[Question] About changing fence_scsi.

HideoYamauchi commented 7 months ago

Hi All,

With the following changes, preempt() is now executed in register_dev(). Looking at the comments, it says that the registration is cleared by preempt(), so it is registered again.

(snip)
def register_dev(options, dev, key):
(snip)
    if registration_key_exists:
        # If key matches, make sure it matches with the connection that
        # exists right now. To do this, we can issue a preempt with same key
        # which should replace the old invalid entries from the target.
        if not preempt(options, options["--key"], dev):
            return False

        # If there was no reservation, we need to issue another registration
        # since the previous preempt would clear registration made above.
        if get_reservation_key(options, dev, False) != options["--key"]:
            return register_helper(options, options["--key"], dev)
(snip)
def scsi_check(hardreboot=False):
    if len(sys.argv) >= 3 and sys.argv[1] == "repair":
        return int(sys.argv[2])
(snip)
    for dev in devs:
        for n in range(int(options["retry"]) + 1):
            if n > 0:
                logging.debug("retry: " + str(n) + " of " + options["retry"])
            if key in get_registration_keys(options, dev, fail=False):
                logging.debug("key " + key + " registered with device " + dev)
                return 0
            else:
                logging.debug("key " + key + " not registered with device " + dev)

            if n < int(options["retry"]):
                time.sleep(float(options["retry-sleep"]))

    logging.debug("key " + key + " registered with any devices")

    if hardreboot == True:
        libc = ctypes.cdll['libc.so.6']
        libc.reboot(0x1234567)
    return 2
(snip)

However, when used in conjunction with the watchdog service, if the key is cleared at the time of preempt(), won't there be a time when the key cannot be recognized depending on when the watchdog service's scsi_check() is executed?

In this case, I think it is necessary to set the retry parameter and retry-sleep parameter in /etc/sysconfig/stonith, what do you think?

Best Regards, Hideo Yamauchi.

oalbrigt commented 7 months ago

You're right. It might be a good idea to set retry to 2 or 3 in this case. retry-sleep defaults to 1s, so that only needs to be updated if you want it to sleep longer between tries.

HideoYamauchi commented 7 months ago

Hi Oyvind,

Thanks for your comment.

You're right. It might be a good idea to set retry to 2 or 3 in this case. retry-sleep defaults to 1s, so that only needs to be updated if you want it to sleep longer between tries.

Okay!

Looking at the PR comments, I think this fix and the next fix are related to when using an iSCSI initiator connection, but is my understanding correct?
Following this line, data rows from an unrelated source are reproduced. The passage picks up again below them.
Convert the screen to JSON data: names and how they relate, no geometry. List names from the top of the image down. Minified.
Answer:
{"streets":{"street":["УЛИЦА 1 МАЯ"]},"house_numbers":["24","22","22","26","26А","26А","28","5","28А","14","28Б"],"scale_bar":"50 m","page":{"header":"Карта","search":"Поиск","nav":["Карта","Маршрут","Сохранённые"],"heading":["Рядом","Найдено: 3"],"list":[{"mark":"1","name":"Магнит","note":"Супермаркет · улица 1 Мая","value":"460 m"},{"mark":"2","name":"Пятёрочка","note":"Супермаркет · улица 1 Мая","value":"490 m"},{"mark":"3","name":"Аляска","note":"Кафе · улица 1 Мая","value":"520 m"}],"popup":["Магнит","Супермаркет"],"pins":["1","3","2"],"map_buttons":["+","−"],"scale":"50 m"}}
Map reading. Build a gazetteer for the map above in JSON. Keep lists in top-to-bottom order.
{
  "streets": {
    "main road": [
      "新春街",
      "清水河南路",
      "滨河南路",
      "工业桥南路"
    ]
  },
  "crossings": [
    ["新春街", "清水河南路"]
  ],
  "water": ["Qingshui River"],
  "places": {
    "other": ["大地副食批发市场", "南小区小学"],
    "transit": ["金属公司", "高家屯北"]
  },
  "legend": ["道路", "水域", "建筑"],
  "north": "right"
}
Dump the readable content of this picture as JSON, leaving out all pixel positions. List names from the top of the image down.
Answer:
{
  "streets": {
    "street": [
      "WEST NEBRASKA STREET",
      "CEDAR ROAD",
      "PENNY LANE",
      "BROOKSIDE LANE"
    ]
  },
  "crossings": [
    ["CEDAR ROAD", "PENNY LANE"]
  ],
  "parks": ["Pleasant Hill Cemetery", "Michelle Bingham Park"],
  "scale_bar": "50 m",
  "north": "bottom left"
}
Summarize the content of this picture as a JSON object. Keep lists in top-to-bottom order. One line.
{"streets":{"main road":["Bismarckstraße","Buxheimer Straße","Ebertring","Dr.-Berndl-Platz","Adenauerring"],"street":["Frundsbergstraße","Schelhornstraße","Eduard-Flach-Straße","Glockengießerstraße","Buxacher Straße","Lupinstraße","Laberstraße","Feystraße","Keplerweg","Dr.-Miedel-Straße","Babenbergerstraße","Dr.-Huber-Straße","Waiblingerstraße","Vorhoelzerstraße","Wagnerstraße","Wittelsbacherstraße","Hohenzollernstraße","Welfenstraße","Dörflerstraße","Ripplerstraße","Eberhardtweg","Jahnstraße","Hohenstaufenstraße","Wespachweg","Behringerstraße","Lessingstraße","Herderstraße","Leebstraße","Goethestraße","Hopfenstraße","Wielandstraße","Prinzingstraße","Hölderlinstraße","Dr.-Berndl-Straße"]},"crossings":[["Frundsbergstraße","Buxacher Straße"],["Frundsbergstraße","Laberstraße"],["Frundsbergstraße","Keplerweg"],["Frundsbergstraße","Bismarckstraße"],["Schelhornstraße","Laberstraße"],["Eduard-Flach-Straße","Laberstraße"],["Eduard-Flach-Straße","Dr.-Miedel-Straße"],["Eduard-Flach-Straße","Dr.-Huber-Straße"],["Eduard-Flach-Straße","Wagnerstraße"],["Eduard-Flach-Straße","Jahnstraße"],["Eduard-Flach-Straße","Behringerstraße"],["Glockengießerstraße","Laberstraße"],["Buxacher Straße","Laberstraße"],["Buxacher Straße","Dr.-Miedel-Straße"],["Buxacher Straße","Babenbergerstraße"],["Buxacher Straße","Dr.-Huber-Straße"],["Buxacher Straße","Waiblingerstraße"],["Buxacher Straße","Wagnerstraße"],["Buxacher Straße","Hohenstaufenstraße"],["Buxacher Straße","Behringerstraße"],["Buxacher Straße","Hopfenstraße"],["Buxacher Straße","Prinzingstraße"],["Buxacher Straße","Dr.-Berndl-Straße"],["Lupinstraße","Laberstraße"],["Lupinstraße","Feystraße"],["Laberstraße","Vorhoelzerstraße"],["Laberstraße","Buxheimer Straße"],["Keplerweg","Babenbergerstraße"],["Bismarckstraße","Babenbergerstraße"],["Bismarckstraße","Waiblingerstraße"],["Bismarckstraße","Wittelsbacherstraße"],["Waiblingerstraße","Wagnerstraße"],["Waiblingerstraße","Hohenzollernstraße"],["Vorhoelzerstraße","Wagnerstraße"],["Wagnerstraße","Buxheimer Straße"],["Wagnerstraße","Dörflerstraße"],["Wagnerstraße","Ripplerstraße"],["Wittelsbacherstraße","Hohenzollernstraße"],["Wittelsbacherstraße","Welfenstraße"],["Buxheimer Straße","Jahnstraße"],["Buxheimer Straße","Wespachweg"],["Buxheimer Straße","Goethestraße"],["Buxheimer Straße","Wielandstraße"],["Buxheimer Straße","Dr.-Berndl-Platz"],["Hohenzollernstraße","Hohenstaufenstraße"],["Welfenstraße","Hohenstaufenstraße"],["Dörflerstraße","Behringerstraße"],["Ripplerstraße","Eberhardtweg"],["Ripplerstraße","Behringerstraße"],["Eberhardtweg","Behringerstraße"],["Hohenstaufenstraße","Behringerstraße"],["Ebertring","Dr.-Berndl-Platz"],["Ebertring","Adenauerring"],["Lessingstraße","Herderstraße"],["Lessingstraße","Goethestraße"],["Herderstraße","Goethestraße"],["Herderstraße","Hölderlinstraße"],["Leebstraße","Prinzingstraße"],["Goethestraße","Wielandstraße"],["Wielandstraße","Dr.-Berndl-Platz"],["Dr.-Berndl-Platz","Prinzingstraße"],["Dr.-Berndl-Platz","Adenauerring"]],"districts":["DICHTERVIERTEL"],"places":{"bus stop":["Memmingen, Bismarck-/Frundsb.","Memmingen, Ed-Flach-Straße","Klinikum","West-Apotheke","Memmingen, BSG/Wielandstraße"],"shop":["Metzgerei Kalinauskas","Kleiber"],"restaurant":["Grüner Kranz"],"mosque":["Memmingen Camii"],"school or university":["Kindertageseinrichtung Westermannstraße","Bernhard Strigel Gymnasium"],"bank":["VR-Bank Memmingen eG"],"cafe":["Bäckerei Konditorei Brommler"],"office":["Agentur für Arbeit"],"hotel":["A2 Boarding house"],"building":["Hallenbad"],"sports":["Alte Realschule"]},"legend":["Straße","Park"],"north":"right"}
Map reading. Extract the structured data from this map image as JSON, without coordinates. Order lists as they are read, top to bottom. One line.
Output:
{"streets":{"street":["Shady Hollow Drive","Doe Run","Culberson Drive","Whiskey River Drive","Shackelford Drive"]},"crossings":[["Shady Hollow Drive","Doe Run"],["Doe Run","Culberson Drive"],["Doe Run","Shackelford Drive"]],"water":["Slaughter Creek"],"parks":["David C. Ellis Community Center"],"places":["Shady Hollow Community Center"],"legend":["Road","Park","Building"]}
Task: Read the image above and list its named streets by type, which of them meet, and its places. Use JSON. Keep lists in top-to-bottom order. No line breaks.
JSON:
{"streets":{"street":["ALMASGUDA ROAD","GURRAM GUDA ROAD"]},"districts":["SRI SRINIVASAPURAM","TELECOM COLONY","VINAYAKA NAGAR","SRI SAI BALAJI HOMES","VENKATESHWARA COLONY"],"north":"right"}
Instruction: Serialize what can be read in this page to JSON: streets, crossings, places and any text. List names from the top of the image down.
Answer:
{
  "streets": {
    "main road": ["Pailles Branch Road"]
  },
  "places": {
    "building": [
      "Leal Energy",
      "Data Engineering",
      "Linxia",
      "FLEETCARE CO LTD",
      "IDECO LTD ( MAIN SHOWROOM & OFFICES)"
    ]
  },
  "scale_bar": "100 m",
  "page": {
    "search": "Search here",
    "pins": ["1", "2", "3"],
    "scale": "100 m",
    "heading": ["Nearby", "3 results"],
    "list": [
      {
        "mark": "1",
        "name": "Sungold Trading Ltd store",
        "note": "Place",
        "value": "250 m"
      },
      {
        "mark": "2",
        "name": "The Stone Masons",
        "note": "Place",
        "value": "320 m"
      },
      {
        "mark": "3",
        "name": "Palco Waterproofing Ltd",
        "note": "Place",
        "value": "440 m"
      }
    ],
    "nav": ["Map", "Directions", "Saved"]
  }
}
https://github.com/ClusterLabs/fence-agents/commit/34baef58db442148b8e067509d2cdd37b7a91ef4

For example, is it correct to think that it does not affect the use of fence_scsi using RDM disks on vSphere?

Best Regards, Hideo Yamauchi.

oalbrigt commented 6 months ago

It should only trigger when this happens, which should be with iSCSI initiator connection only, but I havent tested it with RDM disks on vSphere.

HideoYamauchi commented 6 months ago

Hi Oyvind,

Thanks for your comment.

It should only trigger when this happens, which should be with iSCSI initiator connection only, but I havent tested it with RDM disks on vSphere.

I looked at RHEL's Bugzilla, etc., but I couldn't figure out how to test the original problem. If there is a way to test the original problem, I would like to check it with an RDM disk on vSphere.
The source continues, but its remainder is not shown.